Reporting on the same story, HABER TURK said that a special counterterrorism team had been sent to Trabzon to investigate the incident.
In other news Turkish dailies also covered detention of Turkish armed forces members as part of another ongoing “parallel state” investigation. The current investigation is focused on a previous probe into the "Selam-Tevhid" organization.
Officials have claimed that the probe into the so-called "Selam-Tevhid” organization was used by the movement headed by self-exiled Islamic preacher Fetullah Gulen - also known as the alleged "parallel state" – as a pretext to wiretap senior government figures and members of the Turkish intelligence community, including the prime minister.
HURRIYET said, citing Istanbul’s deputy chief public prosecutor, that the alleged “Selam-Tevhid” probe included the stopping of trucks belonging to Turkey’s national security organization (MIT) in the southern provinces of Hatay and Adana.

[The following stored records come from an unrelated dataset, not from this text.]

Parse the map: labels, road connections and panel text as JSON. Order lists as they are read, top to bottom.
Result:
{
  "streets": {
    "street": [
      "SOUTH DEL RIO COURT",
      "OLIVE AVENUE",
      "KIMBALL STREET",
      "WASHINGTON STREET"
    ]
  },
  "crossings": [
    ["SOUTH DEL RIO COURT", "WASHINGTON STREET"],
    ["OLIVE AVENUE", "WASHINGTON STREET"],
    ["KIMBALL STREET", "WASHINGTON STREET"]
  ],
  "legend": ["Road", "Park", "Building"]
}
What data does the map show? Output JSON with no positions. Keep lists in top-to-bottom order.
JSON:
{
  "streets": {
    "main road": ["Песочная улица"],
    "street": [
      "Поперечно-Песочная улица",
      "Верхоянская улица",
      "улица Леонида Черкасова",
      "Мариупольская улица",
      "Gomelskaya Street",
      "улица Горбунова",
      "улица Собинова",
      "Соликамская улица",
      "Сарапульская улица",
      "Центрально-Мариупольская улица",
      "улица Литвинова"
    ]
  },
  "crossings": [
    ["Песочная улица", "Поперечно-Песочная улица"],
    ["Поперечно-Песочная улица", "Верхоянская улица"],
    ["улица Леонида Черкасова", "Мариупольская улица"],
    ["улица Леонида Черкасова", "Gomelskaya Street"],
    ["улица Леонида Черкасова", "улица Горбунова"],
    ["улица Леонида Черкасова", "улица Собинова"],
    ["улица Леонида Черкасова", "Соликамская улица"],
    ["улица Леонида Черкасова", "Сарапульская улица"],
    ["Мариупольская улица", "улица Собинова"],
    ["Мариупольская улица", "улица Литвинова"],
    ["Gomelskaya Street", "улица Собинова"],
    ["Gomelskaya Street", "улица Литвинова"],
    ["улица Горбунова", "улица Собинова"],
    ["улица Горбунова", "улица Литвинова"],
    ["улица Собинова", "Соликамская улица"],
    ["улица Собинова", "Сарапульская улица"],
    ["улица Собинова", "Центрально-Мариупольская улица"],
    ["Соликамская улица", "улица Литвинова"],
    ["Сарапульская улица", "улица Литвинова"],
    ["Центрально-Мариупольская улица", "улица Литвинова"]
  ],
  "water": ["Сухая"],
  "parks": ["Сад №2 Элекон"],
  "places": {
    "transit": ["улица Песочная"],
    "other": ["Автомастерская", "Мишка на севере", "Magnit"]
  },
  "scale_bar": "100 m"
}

In January 2014, the trucks were stopped in Turkey's southern Hatay and Adana provinces on the alleged grounds that they were loaded with ammunition, prompting the ire of government and intelligence officials.
The daily said that 24 out of 34 members of the Turkish armed forces, said to be responsible for stopping the MIT trucks, were taken into custody Sunday as part of the ongoing “parallel state” investigation into the “Selam-Tevhid” organization.
Istanbul deputy chief public prosecutor Irfan Fidan was quoted as saying that police were still searching for the other 10 suspects.
The Istanbul prosecutor ordered the detention of the men Sunday on various charges of wiretapping, espionage, violation of privacy, storing personal data in violation of the law, forgery of official documents, forming, managing or joining a terrorist organization, as well as the charge of attempting to overthrow the government or preventing it from doing its duties.
According to the Turkish government, the “parallel state” or “parallel structure” refers to a purported group of Turkish bureaucrats and senior officials embedded in the country's institutions, including the judiciary and police, who are allegedly trying to undermine the elected Turkish government.
The ongoing operation against the “parallel state” has resulted in the detention of dozens of police officers and the reassignment of hundreds of other officers across Turkey.